So reflexes are not the simple thing that people have taken to be,
they're neurologically much more complex.
But they do make the point that for very good reasons,
the experience over evolutionary time and lifetime as well, but
over evolutionary times as we've discussed before, is doing the heavy lifting,
you can generate an association between an input and
an output more or less automatically, that serves a good purpose.
The purpose served by this reflex may not be obvious to you,
but it is if you think about it, straight forward.
If you're walking along and your toe stubs a root and
you are about to trip, the extension of the leg that's generated in
this reflex manner keeps you from falling down.
And is obviously biologically useful, even lifesaving,
but certainly one of the contributors to our longevity as a species.
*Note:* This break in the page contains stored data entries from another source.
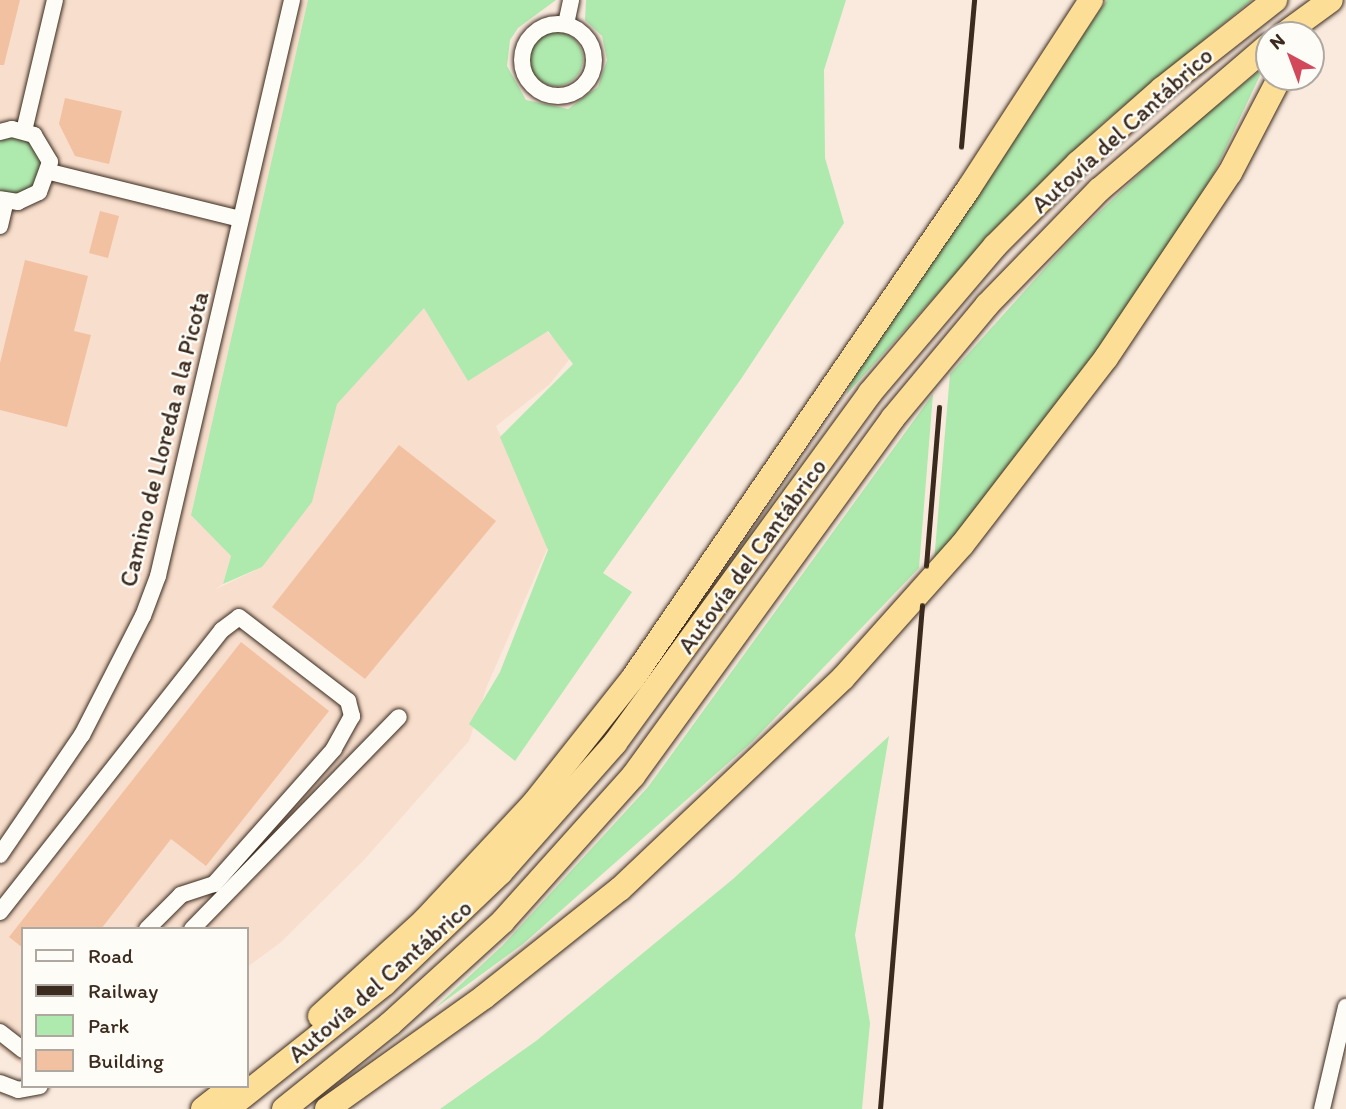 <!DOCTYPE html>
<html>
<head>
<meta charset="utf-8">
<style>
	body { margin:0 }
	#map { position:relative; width:1346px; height:1109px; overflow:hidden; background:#faeade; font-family:Itim,sans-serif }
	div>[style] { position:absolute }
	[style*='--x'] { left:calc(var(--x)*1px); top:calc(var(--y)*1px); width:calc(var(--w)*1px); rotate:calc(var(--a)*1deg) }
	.built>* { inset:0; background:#f8decc }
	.green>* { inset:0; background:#aee9ae }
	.round { border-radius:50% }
	.building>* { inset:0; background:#f2c1a2 }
	.roads { filter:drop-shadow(0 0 2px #3b2a1e) drop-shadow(0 0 2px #3b2a1e) }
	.minor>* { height:16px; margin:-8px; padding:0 8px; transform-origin:8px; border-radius:8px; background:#fdfcf7 }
	.minor>.ring { margin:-8px; padding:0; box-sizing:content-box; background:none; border:16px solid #fdfcf7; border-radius:50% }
	.highway>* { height:24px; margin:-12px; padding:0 12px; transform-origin:12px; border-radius:12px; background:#fcde96 }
	.rail>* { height:4.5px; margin:-2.25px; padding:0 2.25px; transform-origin:2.25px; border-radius:2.25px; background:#3b2a1e }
	.bridges { filter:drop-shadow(0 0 2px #3b2a1e) drop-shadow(0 0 2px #3b2a1e) }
	.highway-bridge>* { height:24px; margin:-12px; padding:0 12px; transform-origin:12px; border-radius:12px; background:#fcde96 }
	span { translate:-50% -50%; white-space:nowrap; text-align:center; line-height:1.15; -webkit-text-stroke:5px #fdfcf7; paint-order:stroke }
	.street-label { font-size:24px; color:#3b2a1e }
	.legend { position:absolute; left:21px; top:927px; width:228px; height:161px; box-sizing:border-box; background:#fdfcf7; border:2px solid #afa8a0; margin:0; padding:9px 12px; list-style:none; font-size:21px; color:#3b2a1e }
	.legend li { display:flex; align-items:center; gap:14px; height:35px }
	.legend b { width:35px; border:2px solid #afa8a0 }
	.north { position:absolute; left:1255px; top:21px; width:70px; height:70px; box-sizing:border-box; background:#fdfcf7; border:2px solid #afa8a0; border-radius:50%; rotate:319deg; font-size:19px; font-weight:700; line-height:28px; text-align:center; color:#3b2a1e }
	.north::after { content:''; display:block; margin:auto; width:24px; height:32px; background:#d1495b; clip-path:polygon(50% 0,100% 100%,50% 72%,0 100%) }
</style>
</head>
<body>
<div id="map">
	<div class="built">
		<div style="clip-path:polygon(0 0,308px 0,191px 514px,231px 556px,223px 584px,214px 590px,262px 567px,333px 394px,422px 302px,540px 325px,572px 356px,549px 385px,496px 426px,551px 540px,487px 686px,469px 741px,364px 860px,280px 943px,247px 967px,247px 929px,23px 929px,23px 1066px,0 1049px)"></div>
	</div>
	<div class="green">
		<div style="clip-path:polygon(308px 0,556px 0,518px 28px,510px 40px,507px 66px,526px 100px,568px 109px,598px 87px,607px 60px,602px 36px,585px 20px,586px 0,846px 0,824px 70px,825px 158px,844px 223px,741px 379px,603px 573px,632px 592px,515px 761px,469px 724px,500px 672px,548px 550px,500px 437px,573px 364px,548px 331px,468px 381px,424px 308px,337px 404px,312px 502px,262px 567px,223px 584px,231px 556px,191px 515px)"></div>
		<div style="clip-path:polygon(1107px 0,1252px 0,1103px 123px,1004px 220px,846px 395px,861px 360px)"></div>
		<div class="round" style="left:529px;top:32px;width:54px;height:54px"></div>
		<div style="clip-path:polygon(1264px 67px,1214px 173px,1147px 285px,934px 562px,950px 374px,1072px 238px,1177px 138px)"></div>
		<div style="clip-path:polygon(14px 137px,31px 143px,42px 167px,35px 185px,19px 194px,0 191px,0 140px)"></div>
		<div style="clip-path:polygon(933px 394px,919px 568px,752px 742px,523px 944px,434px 1009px,503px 945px,648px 787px)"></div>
		<div style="clip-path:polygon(889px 736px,855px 935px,870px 1023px,862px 1109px,440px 1109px,536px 1041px,733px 879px)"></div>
	</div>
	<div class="building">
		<div style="clip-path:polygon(0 0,20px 0,4px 65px,0 65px)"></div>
		<div style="clip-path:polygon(65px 98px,122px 111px,109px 164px,75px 156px,59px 124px)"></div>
		<div style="clip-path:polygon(100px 211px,119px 216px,108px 258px,89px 253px)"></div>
		<div style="clip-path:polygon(25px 260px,88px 276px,74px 331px,91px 335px,67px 427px,0 410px,0 363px)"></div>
		<div style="clip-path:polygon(399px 445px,496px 521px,365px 679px,272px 607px)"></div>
		<div style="clip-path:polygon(241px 642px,329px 711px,206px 866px,171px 839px,101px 929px,23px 929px,23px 948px,9px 937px)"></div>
	</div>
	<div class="roads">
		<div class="minor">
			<div class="ring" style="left:522px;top:24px;width:56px;height:56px"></div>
			<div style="--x:566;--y:24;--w:25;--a:-78"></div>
			<div style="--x:24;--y:131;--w:135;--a:-76.7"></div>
			<div style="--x:0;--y:132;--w:12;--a:-14"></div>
			<div style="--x:12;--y:129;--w:23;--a:15"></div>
			<div style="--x:34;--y:135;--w:31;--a:59"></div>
			<div style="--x:50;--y:162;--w:32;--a:110"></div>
			<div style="--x:39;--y:192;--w:23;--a:155"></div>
			<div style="--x:18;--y:202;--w:18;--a:-171"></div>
			<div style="--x:50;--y:172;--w:196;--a:13.9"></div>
			<div style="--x:0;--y:226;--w:26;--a:-77"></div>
			<div style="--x:0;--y:855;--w:145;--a:-55.7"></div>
			<div style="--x:82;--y:735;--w:134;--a:-62.9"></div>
			<div style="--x:143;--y:616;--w:43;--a:-69.4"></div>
			<div style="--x:158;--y:576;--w:591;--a:-76.9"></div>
			<div style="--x:0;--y:912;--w:359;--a:-51.8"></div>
			<div style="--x:222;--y:630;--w:21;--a:-37"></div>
			<div style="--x:239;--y:617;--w:138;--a:37.6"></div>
			<div style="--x:348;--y:701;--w:16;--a:75"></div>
			<div style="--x:352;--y:716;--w:38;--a:119"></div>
			<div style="--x:334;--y:749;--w:181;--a:131.6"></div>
			<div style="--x:214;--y:884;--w:35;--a:162"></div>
			<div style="--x:181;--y:895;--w:48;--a:135"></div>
			<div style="--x:192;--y:929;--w:296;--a:-45.7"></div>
			<div style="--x:0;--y:1032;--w:29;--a:38"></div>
			<div style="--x:0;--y:1083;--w:19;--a:21"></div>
			<div style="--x:18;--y:1090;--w:22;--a:-10"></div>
			<div style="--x:1322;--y:1109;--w:105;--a:-76.8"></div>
		</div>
		<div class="highway">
			<div style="--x:320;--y:1016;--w:142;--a:-42.4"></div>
			<div style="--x:425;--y:920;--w:160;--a:-47"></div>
			<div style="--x:534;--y:803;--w:159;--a:-51.6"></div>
			<div style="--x:633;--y:678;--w:594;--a:-55.56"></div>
			<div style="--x:969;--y:188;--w:224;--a:-57"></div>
			<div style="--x:203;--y:1109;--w:37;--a:-38"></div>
			<div style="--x:227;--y:1109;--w:201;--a:-38.5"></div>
			<div style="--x:384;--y:984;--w:162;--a:-43.7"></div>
			<div style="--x:501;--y:872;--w:172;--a:-48.5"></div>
			<div style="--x:615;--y:743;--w:433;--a:-53.9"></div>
			<div style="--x:870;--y:393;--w:193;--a:-49.6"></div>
			<div style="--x:995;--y:246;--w:117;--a:-45"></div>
			<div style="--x:1078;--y:163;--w:112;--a:-41.4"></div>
			<div style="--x:1162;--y:89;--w:144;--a:-38.2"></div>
			<div style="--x:284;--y:1109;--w:136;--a:-38.7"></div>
			<div style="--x:390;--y:1024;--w:153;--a:-42.3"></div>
			<div style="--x:503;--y:921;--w:195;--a:-48.1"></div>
			<div style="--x:633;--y:776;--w:442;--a:-54"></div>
			<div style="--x:893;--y:418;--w:147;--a:-50.2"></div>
			<div style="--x:987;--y:305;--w:161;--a:-45.8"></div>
			<div style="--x:1099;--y:190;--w:223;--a:-40.5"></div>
			<div style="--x:327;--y:1109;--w:193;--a:-35.5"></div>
			<div style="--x:484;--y:997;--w:174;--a:-38.5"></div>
			<div style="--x:620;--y:889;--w:307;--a:-43.4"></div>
			<div style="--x:843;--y:678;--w:178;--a:-48.2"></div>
			<div style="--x:962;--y:545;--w:236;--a:-52.4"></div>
			<div style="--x:1106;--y:358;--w:223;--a:-56.2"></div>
			<div style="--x:1230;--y:173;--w:108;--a:-62.5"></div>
		</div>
	</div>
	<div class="rail">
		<div style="--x:961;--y:147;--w:148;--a:-84.9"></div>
		<div style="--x:926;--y:566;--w:159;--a:-85.3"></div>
		<div style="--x:880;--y:1109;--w:505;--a:-85.23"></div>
	</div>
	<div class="bridges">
		<div class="highway-bridge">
			<div style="--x:1283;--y:35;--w:59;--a:-36.1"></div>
		</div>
	</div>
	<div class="street-label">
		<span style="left:1122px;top:130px;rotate:-42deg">Autovía del Cantábrico</span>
		<span style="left:164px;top:439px;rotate:-76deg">Camino de Lloreda a la Picota</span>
		<span style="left:752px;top:556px;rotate:-54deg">Autovía del Cantábrico</span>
		<span style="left:380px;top:981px;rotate:-41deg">Autovía del Cantábrico</span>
	</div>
	<ul class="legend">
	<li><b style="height:9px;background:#fdfcf7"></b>Road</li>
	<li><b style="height:9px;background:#3b2a1e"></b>Railway</li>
	<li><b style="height:19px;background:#aee9ae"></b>Park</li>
	<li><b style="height:19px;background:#f2c1a2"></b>Building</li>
	</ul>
	<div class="north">N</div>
</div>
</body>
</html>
So what is the alternative idea that the brain is not acting
as a computer in the normal sense of this phrase, but
is solving a problem by making associations that are useful?
Well, there's whole other way of thinking about neural networks,
other than thinking about them as executors of algorithms.
I should have said before but let me emphasize here,
that algorithms are logical sequences of operations that can be expressed and
are expressed in software,
as a series of rule based steps that lead you to the solution of some problem.
There's a very different way of thinking about computation
that is unsupervised and simply operates empirically.
And this is an idea about the way that computers
might work that dates from the 1940s by McCulloch and
Pitts, two workers at MIT in those days.
And they established the idea of artificial neural
networks as a system of connections that simply operated
by taking information that was inputted to the network,
and this is a very simple network diagrammed here.
And through the connections established empirically, just by trial and
error, the behavior out could eventually after enough learning,
evolutionary or lifetime learning, succeed, and
the success of the information would be fit back into the input.
And through this loop, gradually an artificial network would
learn how to solve basically any problem that you put to it.
Computer scientists haven't really liked that idea so
much, although artificial neural networks have had
their ups and downs over the last 70 or 80 years.
But they are widely recognized as a possible solution to problems
that a computer encounters or biological agent encounters.
And I think that they come much closer to the kind of work that the brain is doing.
And present a much better analogy than does the sort of ordinary
algorithmically driven computer that's executing a program.
So what's the network role?
Well, as I said, this is quite a simple network but
it's just a bunch of neurons that are connected,
there are a large variety of ways, of course, of connecting them.
And much work has been done on this over the last 60, 70 years to
demonstrate that yes, artificial networks can solve a variety of problems.
And this idea that was inspired by neurons in the first place,
that's where McCulloch and Pitts took their idea from,
that you can make these networks as complicated as you'd like.